Watch for stairs; are they steep? Do they have sturdy railings to hang on to if someone loses their footing? What kind of tile or other material has been used for the staircase? Tiles are the most commonly used building material for stairs in this region and they can be extremely slippery when it rains. You may need to add rough adhesive strips (available in larger hardware stores) and take special care to not wax the surface if it is naturally slippery. Ramps also should have a somewhat rough surface.
Other Slippery Areas
In places like bathrooms or outdoor patios, where the floor gets wet often, it is easy for anyone to slip on a slick surface; you should carefully inspect the flooring to be sure it won't be a potential danger. An area rug can help too (if the rug slips around, on a tile surface, you can buy a rubbery mesh to put underneath it, fixing its location without any adhesive). Rough stickers or mats in the shower or bathtub to prevent slipperiness can be used also, but you may want to consider installing a handle or support on the wall as well, to provide something to grip on to if needed.
Gardens and Pools
Now look at the private or community garden areas.

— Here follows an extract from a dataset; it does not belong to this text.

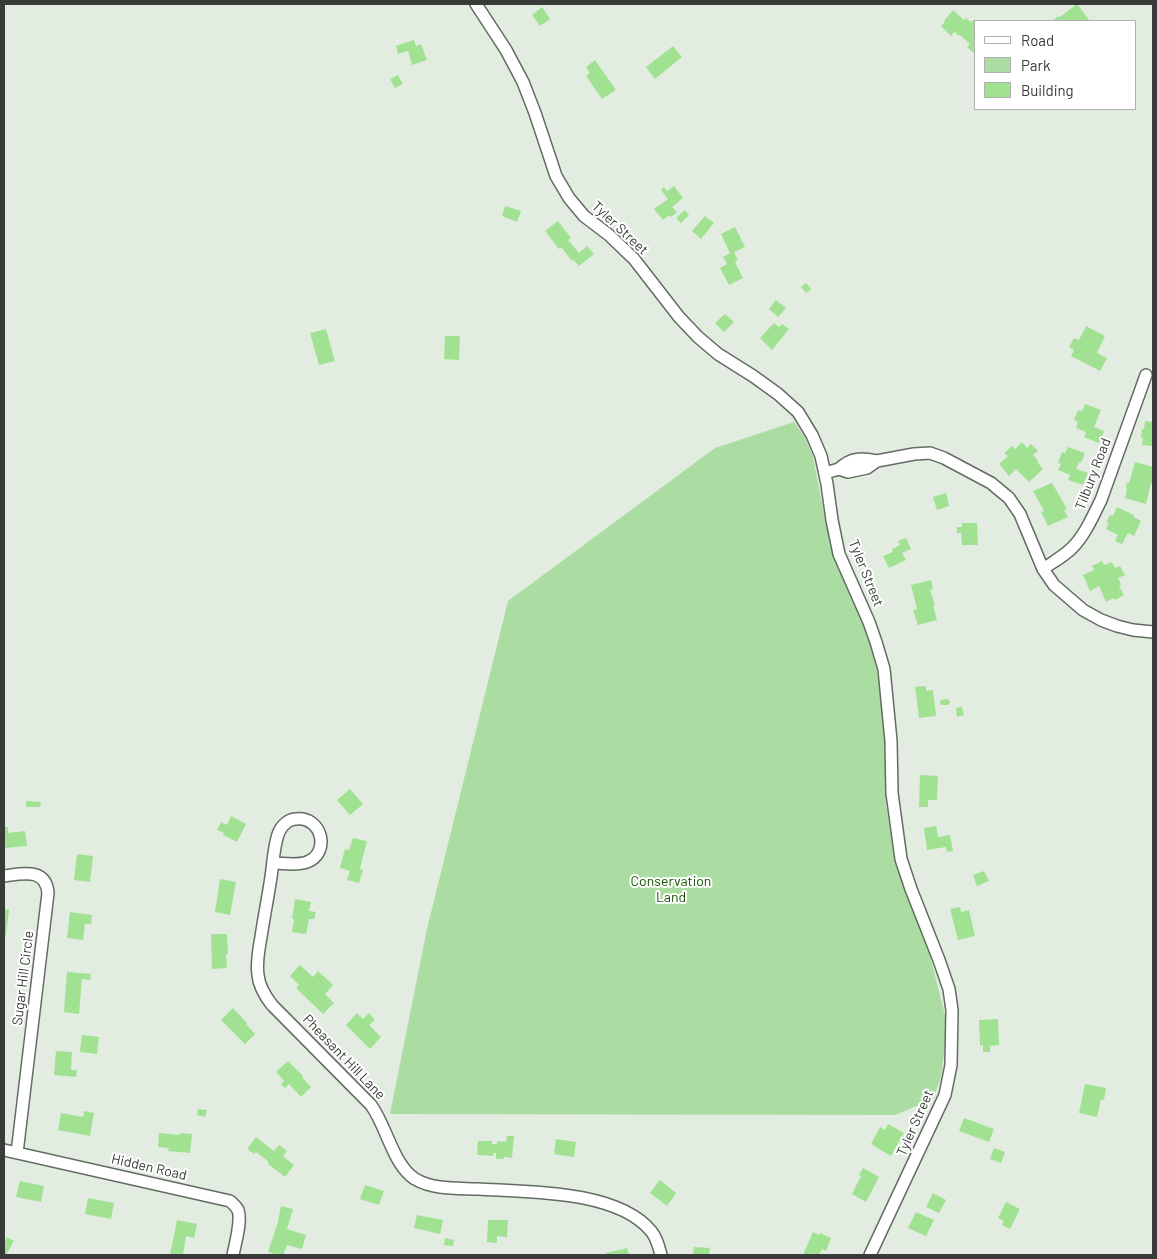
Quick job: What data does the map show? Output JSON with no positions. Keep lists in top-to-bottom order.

Are they fully enclosed, so a small child cannot get lost or out to the street? Do cars come in to park in their spaces or garages via these garden areas, or is the car entrance completely separate? You will want to check, if there is a pool or jacuzzi, that you block off access to it in such a way that children (your own or guests´) cannot access it with out an adult.

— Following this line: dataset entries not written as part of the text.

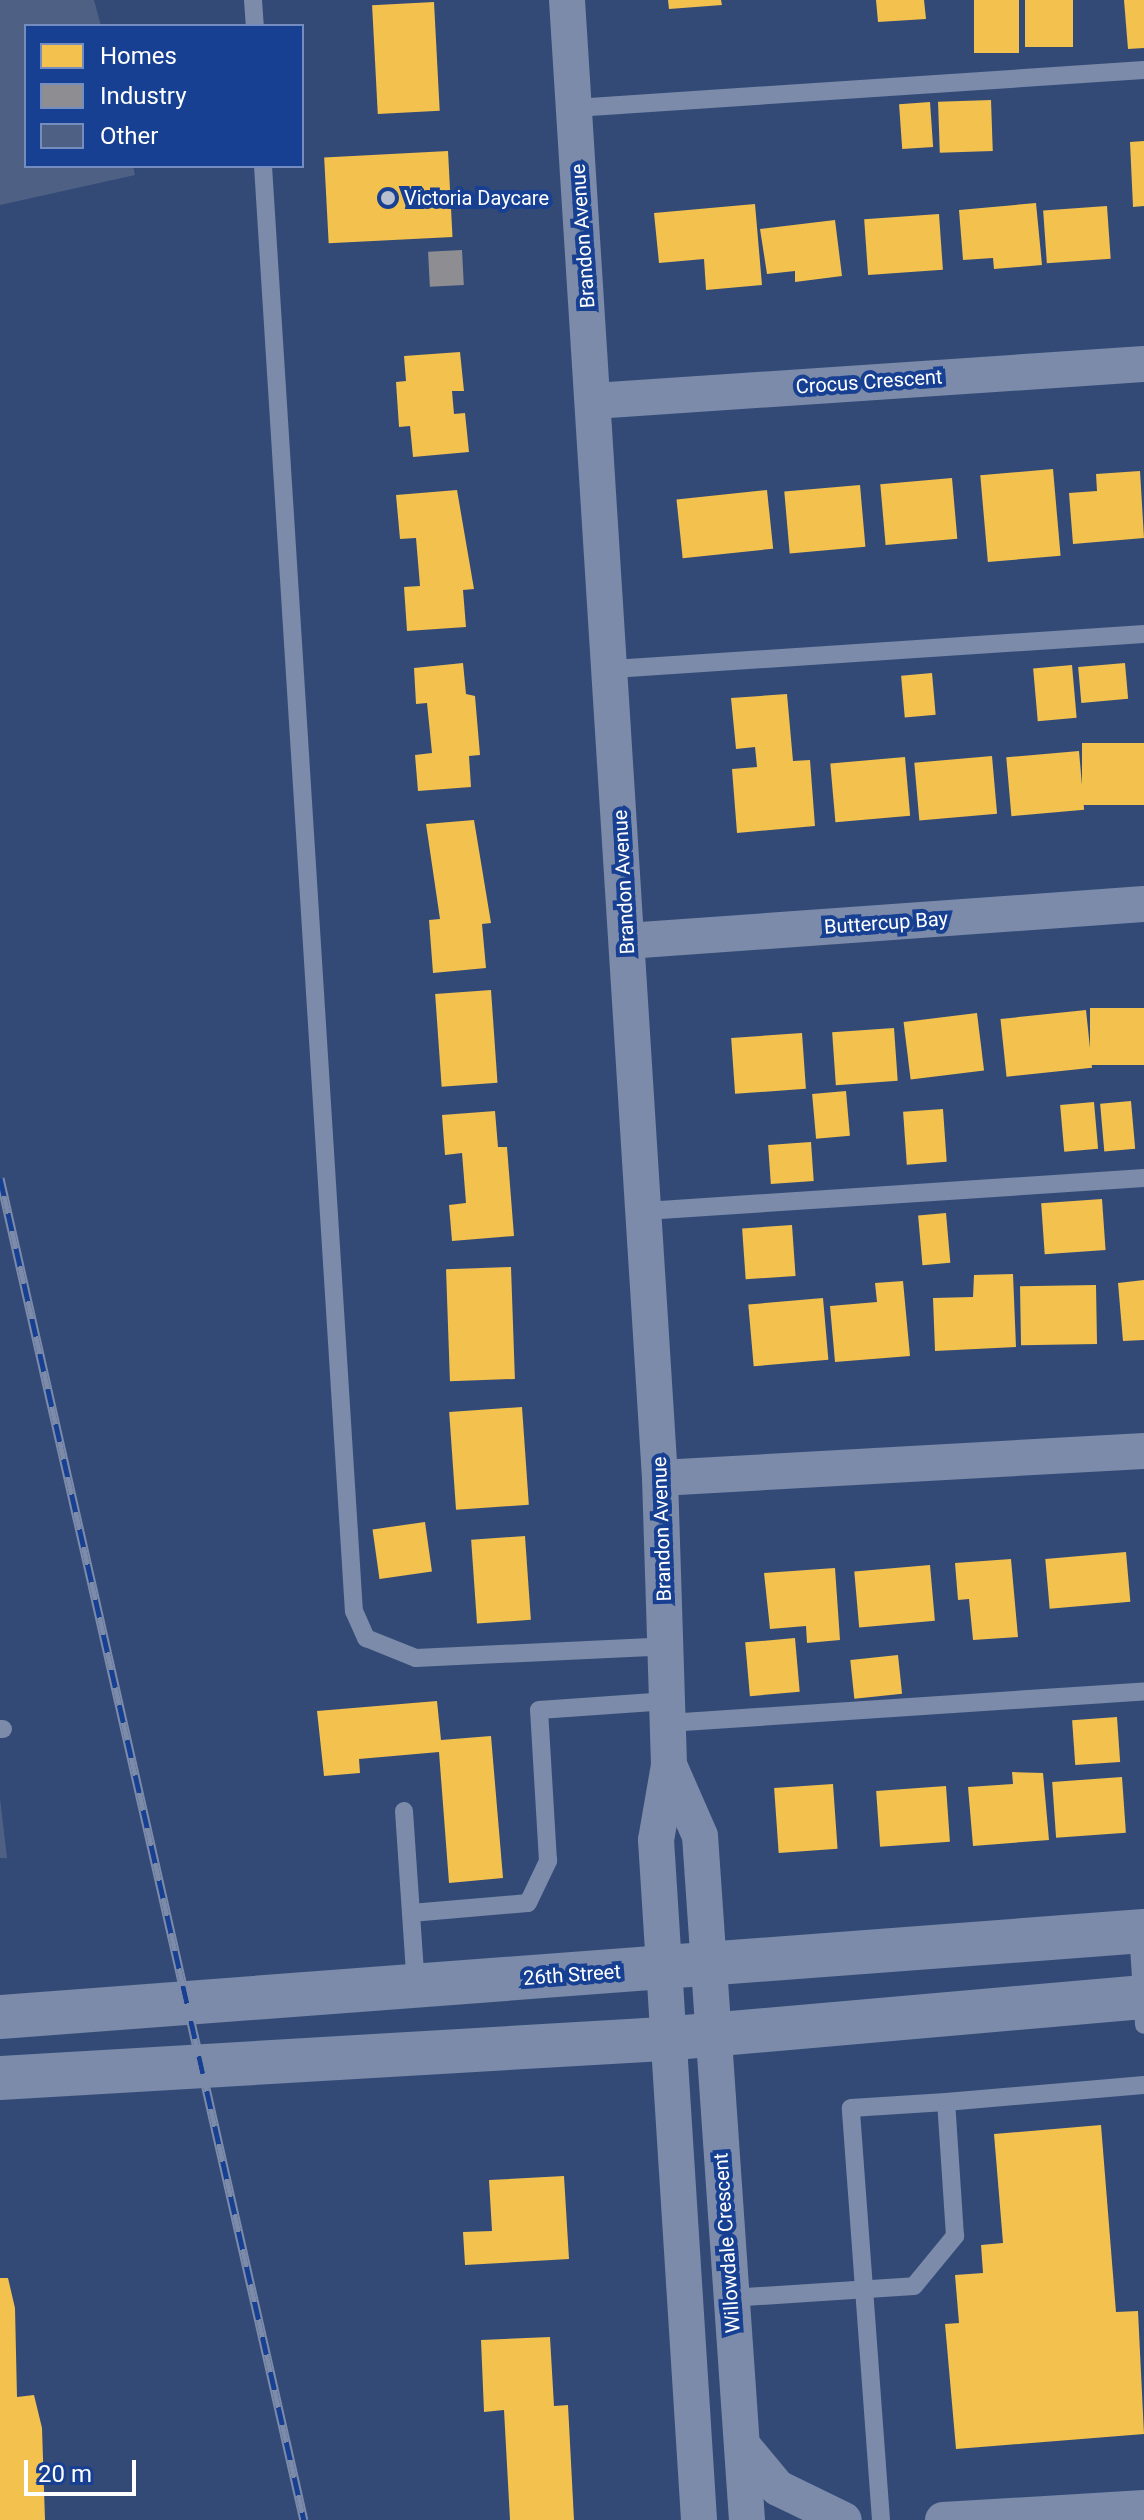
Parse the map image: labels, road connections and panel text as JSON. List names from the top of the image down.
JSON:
{
  "streets": {
    "street": [
      "Brandon Avenue",
      "Crocus Crescent",
      "Buttercup Bay",
      "26th Street",
      "Willowdale Crescent"
    ]
  },
  "crossings": [
    ["Brandon Avenue", "Crocus Crescent"],
    ["Brandon Avenue", "Buttercup Bay"],
    ["Brandon Avenue", "26th Street"],
    ["Brandon Avenue", "Willowdale Crescent"],
    ["26th Street", "Willowdale Crescent"]
  ],
  "places": ["Victoria Daycare"],
  "legend": ["Homes", "Industry", "Other"],
  "scale_bar": "20 m"
}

And lastly, regarding security; how easy is it to access your house or apartment? Does someone have to ring more than one doorbell before they are actually at your door? Can you see who is at the door before opening the door? Can you at least speak over an answer-phone to whoever rings the bell before opening? People with small children and women who live alone should keep these considerations in mind, as well as good lighting in areas such as garages, elevators, and near the door or other entrances.
Get to know your new home and neighbours - and always be aware of your own safety.